RE: Some Geode management metrics returning 0s after OS upgrade

Vahram Aharonyan Mon, 18 Feb 2019 04:58:32 -0800

Hi All,

Could someone confirm that I’m looking into correct charts in .gfsh 
org.apache.geode.management.MemberMXBean#getFunctionExecutionRate, 
org.apache.geode.management.MemberMXBean#getPutsRate and 
org.apache.geode.management.MemberMXBean#getGetsRate.


I do see in gfs that  CachePerfStats. “gets”, “puts” and 
“FunctionExecution.functionExecutionCalls” have non-zero values. Or could it be 
that these stats are not related to MXBean methods I’m referring to ?

Thanks,
Vahram.

From: Vahram Aharonyan <[email protected]>
Sent: Tuesday, February 12, 2019 9:20 PM
To: [email protected]
Subject: RE: Some Geode management metrics returning 0s after OS upgrade

Hi Darrel,

Thanks for the feedback.
Actually we continuously do region put/gets and function executions. If I’m not 
mistaken we have seen some non-0 values in CachePerfStats “gets” and “puts” 
metrics. Are these the ones that are getting propagated in  
org.apache.geode.management.MemberMXBean#getPutsRate, 
org.apache.geode.management.MemberMXBean#getGetsRate I mentioned before?

And could it be that for 
“org.apache.geode.management.MemberMXBean#getFunctionExecutionRate” I should 
refer to “FunctionExecution.functionExecutionCalls” in gfs?

Thanks,
Vahram.

From: Darrel Schneider <[email protected]<mailto:[email protected]>>
Sent: Tuesday, February 12, 2019 8:08 PM
To: [email protected]<mailto:[email protected]>
Subject: Re: Some Geode management metrics returning 0s after OS upgrade

You need to actually be executing functions and doing region puts/gets for 
these stats to be non-zero.
The gfs files record the gets/puts in the CachePerfStats. One CachePerfStats 
represents a combination of all the regions. Other CachePerfStats represent 
just one region (those have that region name on them). You want to look at the 
first one as it represents the entire cache.

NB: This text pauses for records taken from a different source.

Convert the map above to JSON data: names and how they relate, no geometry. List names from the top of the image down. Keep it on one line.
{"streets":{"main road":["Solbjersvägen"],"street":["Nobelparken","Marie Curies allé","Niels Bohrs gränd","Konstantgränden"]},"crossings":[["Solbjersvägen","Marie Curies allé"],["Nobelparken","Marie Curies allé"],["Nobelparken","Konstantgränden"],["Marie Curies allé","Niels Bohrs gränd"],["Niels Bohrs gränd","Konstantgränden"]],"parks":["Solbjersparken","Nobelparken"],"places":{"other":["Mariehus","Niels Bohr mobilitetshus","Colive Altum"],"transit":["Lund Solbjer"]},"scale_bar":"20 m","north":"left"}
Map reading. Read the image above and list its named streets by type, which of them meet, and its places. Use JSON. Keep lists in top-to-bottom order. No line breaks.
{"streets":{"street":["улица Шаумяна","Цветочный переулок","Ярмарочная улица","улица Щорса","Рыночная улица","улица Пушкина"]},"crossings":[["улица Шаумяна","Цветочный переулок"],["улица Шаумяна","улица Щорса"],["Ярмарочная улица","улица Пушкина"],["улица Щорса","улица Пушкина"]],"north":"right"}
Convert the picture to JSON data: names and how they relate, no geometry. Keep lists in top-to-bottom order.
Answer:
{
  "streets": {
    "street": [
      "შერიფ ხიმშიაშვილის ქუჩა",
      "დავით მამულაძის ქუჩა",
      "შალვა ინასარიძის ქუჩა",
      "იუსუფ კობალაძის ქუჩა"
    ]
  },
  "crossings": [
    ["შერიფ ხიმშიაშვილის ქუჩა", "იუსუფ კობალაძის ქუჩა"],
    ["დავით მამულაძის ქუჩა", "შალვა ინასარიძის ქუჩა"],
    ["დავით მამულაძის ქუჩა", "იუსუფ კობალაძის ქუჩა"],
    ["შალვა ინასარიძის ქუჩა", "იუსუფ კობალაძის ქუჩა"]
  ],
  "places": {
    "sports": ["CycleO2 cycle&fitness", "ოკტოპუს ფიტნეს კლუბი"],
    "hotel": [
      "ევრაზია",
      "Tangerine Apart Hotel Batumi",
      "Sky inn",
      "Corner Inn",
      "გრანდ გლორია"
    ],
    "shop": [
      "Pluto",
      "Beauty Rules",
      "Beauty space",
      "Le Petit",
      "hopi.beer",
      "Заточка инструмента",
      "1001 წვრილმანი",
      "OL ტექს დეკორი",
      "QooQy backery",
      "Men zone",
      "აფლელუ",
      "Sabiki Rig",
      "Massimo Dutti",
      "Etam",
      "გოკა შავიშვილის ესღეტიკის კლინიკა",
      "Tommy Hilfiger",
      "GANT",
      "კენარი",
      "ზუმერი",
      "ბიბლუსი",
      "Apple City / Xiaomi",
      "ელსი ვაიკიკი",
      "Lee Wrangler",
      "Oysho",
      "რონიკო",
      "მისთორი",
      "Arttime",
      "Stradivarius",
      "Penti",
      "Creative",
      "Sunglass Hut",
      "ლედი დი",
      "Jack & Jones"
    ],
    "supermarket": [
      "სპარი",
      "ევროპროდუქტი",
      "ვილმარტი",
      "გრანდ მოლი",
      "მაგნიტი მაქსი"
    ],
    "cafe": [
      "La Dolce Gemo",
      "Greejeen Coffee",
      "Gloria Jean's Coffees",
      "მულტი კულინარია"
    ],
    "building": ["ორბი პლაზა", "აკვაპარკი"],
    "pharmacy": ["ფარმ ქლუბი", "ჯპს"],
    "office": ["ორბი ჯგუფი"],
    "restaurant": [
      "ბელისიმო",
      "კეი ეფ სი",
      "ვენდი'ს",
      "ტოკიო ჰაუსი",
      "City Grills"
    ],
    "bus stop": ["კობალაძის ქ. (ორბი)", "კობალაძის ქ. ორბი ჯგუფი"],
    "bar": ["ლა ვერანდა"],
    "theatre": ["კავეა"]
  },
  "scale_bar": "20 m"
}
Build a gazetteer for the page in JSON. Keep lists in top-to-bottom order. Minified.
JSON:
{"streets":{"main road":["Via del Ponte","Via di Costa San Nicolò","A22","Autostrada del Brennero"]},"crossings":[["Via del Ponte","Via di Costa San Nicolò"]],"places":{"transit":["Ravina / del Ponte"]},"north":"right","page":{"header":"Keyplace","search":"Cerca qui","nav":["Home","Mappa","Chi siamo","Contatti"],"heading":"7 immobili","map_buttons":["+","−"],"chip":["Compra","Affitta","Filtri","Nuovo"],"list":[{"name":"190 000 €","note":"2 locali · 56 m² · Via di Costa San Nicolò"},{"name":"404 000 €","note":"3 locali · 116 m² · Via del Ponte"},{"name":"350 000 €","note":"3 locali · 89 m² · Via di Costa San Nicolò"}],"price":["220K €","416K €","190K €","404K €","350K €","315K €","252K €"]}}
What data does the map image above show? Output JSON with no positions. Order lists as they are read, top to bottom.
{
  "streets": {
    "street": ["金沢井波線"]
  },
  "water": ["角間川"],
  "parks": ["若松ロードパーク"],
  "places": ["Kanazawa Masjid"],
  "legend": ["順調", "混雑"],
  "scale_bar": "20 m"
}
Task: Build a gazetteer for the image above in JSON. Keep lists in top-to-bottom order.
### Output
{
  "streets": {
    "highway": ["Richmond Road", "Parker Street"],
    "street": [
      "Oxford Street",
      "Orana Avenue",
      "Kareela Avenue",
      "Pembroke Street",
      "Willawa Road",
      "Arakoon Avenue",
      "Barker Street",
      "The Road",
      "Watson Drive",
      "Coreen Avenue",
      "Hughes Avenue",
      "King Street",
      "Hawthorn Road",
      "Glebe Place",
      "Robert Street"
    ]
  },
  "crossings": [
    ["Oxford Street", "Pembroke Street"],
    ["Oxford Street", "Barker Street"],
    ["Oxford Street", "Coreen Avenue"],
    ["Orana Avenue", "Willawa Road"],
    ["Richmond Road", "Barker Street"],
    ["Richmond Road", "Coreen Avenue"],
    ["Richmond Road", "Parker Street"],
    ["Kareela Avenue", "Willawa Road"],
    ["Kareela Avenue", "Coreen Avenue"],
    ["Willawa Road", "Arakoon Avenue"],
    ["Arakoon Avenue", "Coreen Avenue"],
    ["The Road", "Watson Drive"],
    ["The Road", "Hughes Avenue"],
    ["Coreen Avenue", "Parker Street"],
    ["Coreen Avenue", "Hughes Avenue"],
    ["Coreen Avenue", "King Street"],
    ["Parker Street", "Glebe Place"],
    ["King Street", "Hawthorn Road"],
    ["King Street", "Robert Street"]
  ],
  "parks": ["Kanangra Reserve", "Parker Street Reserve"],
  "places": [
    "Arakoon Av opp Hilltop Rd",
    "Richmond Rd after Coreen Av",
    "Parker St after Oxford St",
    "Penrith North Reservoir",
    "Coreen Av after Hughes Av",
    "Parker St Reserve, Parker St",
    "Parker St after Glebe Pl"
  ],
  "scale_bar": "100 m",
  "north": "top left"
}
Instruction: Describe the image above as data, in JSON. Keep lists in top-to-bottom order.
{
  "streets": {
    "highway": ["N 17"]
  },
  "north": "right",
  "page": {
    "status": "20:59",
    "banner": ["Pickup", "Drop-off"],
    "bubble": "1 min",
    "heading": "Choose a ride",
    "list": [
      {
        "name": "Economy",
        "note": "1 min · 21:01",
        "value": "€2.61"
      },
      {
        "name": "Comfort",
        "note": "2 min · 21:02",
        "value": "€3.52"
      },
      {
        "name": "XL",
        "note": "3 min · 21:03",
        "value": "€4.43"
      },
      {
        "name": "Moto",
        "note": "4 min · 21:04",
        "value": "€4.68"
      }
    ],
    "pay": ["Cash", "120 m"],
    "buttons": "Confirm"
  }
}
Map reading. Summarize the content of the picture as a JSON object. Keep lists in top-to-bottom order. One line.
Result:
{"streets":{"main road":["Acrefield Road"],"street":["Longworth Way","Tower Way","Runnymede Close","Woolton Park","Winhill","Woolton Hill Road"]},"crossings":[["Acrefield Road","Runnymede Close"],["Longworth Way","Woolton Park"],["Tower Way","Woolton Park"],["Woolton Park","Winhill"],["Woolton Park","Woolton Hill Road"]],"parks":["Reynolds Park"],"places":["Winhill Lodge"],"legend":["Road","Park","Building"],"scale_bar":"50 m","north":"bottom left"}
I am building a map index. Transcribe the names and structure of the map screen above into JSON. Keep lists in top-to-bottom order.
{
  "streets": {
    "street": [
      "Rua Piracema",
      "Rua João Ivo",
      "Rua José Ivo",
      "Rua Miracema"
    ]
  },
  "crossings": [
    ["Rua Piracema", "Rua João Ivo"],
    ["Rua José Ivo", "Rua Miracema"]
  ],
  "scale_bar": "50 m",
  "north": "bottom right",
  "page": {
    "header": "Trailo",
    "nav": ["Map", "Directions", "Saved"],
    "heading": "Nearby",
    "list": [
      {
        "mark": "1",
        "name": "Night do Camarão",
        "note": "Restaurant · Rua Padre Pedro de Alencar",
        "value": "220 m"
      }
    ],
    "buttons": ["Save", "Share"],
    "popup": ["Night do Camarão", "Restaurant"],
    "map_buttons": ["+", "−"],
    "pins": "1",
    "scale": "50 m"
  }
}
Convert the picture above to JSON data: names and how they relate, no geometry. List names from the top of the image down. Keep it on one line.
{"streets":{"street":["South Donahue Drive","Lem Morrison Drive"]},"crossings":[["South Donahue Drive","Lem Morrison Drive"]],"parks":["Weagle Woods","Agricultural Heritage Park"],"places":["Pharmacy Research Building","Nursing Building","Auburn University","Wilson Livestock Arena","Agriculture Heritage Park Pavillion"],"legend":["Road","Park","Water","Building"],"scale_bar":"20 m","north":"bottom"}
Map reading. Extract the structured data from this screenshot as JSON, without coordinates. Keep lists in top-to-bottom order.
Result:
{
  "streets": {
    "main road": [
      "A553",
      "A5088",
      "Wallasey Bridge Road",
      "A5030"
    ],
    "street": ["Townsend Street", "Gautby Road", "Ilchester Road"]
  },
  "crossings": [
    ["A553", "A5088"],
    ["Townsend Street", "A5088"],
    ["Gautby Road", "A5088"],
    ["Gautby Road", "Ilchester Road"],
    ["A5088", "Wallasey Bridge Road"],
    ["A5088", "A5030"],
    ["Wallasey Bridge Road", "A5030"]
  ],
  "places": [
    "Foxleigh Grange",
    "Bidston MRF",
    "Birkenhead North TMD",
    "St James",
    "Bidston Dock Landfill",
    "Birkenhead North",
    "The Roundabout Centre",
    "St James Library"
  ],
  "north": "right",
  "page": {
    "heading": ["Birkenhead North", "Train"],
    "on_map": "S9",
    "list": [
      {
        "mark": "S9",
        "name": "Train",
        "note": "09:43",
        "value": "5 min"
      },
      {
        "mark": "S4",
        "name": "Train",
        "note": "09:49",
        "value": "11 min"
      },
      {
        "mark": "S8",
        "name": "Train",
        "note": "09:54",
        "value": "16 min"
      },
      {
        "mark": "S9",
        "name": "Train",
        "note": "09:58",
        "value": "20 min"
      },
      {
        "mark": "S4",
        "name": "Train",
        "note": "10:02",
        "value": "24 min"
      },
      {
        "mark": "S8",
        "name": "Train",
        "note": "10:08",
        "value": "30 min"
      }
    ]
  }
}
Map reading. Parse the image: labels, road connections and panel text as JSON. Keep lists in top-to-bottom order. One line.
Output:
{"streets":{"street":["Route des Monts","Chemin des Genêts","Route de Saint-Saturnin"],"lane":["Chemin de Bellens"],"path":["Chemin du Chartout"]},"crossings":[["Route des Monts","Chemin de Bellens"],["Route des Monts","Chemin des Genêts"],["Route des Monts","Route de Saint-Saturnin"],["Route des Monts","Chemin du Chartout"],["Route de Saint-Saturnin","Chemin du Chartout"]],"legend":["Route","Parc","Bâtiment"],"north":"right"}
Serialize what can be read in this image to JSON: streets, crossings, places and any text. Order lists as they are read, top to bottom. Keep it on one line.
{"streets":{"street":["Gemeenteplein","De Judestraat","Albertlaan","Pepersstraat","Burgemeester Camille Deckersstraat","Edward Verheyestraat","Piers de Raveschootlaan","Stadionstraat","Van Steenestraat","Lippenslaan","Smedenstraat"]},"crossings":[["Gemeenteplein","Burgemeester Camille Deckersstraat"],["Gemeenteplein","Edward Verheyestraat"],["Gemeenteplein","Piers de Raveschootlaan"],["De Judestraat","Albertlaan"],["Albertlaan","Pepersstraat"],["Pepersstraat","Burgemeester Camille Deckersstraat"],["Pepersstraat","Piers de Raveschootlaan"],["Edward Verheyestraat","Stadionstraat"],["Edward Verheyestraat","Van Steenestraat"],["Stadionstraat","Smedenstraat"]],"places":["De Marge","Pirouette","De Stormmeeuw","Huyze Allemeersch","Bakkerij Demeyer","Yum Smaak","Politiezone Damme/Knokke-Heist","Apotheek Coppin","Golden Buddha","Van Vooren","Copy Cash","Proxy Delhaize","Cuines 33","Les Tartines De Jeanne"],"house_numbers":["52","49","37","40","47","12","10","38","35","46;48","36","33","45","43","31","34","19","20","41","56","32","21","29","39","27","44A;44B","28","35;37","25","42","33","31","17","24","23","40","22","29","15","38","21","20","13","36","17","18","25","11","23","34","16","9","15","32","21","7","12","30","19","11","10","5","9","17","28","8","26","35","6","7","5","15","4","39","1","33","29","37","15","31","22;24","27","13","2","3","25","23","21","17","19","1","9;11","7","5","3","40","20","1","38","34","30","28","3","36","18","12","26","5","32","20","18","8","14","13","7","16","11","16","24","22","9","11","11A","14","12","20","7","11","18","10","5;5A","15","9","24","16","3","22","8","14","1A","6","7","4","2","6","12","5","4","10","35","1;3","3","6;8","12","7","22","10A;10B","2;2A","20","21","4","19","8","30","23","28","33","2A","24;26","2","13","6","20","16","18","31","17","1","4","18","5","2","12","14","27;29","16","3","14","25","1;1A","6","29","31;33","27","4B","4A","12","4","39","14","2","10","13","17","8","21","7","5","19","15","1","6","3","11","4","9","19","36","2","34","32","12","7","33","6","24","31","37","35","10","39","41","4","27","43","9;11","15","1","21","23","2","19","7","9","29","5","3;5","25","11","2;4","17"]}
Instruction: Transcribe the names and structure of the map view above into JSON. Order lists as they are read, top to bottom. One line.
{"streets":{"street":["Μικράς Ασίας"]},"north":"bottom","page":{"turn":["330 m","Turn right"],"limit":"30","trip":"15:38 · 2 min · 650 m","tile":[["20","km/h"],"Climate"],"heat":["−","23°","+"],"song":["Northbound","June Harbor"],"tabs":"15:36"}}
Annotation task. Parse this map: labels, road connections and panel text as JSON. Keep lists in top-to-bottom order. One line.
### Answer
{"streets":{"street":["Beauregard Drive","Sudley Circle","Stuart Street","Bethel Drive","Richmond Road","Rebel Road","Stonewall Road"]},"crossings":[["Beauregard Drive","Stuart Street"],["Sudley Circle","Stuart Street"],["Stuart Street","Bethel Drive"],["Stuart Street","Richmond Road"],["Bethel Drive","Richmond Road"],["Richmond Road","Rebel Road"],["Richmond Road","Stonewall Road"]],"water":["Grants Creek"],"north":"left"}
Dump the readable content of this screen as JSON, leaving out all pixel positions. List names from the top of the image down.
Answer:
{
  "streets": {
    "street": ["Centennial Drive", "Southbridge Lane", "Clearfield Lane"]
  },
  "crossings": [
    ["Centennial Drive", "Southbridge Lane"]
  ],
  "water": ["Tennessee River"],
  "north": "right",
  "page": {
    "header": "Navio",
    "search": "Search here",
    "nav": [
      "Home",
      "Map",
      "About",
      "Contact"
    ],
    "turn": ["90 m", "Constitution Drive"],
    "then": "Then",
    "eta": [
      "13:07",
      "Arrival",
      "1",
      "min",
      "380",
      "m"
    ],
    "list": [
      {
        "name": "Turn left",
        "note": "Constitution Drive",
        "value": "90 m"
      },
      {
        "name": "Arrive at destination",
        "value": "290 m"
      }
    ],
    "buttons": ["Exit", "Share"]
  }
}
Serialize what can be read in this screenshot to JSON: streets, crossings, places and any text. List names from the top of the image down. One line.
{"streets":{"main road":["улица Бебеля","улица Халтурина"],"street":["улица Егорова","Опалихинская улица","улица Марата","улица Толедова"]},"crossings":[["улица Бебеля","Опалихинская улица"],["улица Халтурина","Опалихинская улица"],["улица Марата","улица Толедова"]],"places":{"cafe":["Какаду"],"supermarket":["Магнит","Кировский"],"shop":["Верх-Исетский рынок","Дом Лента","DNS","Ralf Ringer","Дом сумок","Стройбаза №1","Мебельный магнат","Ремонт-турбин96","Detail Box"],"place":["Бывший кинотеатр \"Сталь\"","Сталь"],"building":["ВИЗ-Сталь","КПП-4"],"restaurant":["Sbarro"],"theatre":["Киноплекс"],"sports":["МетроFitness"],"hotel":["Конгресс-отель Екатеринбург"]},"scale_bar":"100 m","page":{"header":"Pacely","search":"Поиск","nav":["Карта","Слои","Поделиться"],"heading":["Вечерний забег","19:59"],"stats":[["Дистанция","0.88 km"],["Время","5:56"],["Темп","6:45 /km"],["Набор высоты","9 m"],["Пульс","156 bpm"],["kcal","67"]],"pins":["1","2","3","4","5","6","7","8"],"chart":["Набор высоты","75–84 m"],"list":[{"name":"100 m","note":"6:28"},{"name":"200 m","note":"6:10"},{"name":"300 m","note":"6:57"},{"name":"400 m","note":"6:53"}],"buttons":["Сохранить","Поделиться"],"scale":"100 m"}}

On Tue, Feb 12, 2019 at 6:43 AM Vahram Aharonyan 
<[email protected]<mailto:[email protected]>> wrote:
Hi All,

Experiments with various experiments and long-term monitoring showed that the 
only real problem remains only with these 3 metrics:

org.apache.geode.management.MemberMXBean#getFunctionExecutionRate
org.apache.geode.management.MemberMXBean#getPutsRate
org.apache.geode.management.MemberMXBean#getGetsRate

All others related to either Network or Disk have some values differing from 0, 
but these three constantly have 0-values. These seem to be Geode-internal 
metrics and should not be related to system right? Could it be that there is 
some info on these metrics in *.gfs files, so we can see whether they have 
actual values or not?

Thanks,
Vahram.

From: Vahram Aharonyan <[email protected]<mailto:[email protected]>>
Sent: Thursday, February 7, 2019 5:19 PM
To: [email protected]<mailto:[email protected]>
Subject: RE: Some Geode management metrics returning 0s after OS upgrade

Hi Kirk,

We were not able to find any erroneous message from StatsSampler in our log 
files.
Is running of these tests straightforward, do we have some doc describing this 
process? What kind of requirements should be met to be able to run this test?

Hi Barry,

Yes, we see values for other MBean attributes reported.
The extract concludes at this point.